Today is January 15, 2011… Eighty-two years ago, in 1929, Martin Luther King, Jr. was born. Thirty-nine years later, in 1968, the Jeannette Rankin Brigade gathered in DC to protest the Vietnam War (links go to two great photos). At the end of the march, the 88-year old Rankin–on behalf of a delegation of women that included Coretta Scott King–presented to then-House Speaker John McCormack a petition calling for an end to the war (link takes you to another amazing photo).

I dedicate my Saturday offerings this weekend to Dr. King, his family, congresswoman Rankin, and everyone who stood with them in the fight for nonviolence, a movement largely spurred on in the twentieth century by Gandhi and his strategy of nonviolent resistance — satyagraha.

And, with that, I’ll dive right into my current event picks, the first of which takes us to Gandhi’s homeland. From earlier in the week, at the NYT Opinionator: A Light in India,” in which David Bornstein discusses the exciting new ‘frugal innovation’ of turning rice husks into electricity that is “reliable, eco-friendly and affordable for families that can spend only $2 a month for power.”

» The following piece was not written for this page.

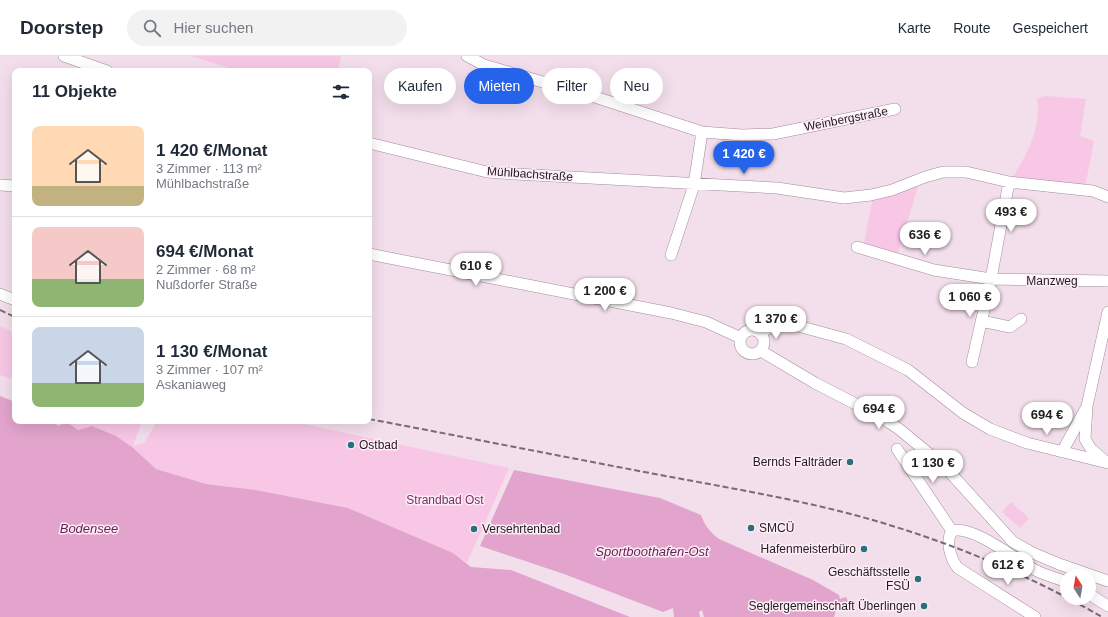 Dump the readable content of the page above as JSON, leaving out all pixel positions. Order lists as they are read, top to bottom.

Husk Power is bringing electricity AND jobs to poor villagers — what a story! Check it out.

The top story on memeorandum right now is the developments coming out of Tunisia with President Ben Ali fleeing amid protests. Mother Jones‘ Nick Bauman has a helpful primer up which brings the Wikileaks connection into focus: “What’s Happening in Tunisia Explained.” Joe Coscarelli at the VV‘s Runnin’ Scared blog also has a post up called Tunisia in Turmoil: Where to Learn the Most Quickly with some good links to CNN, Salon, and an AOL News piece by Theunis Bates.

Is a video game really grist for a reality show to "bring Pac Man to life"? Click on image to read the rest of the story.

Also, saw this story on Runnin’ Scared while I was there — it’s a bizarre headline that I heard yesterday as well:Pac Man to Get Reality Series… I’m a child of the ’80s. I grew up on Pac Man. I really don’t get it. The blogger at VV says suggests that this is the moment “‘reality tv’ jumped the shark.” Funny, I would have said that television jumped the shark with infotainment and reality tv!

And, while we’re on the subject of games–in national political news, looks like the RNC played musical chairs on Friday.CNN: RNC bounces Steele, taps Wisconsin GOP leader as new chairman.” The NYT has more info on the new head of the RNC, Reince Priebus.

Over at US News & World Report‘s Washington Whispers blog, Paul Bedard has the scoop on Ron Reagan’s upcoming book: “Reagan Son Claims Dad Had Alzheimer’s as President.”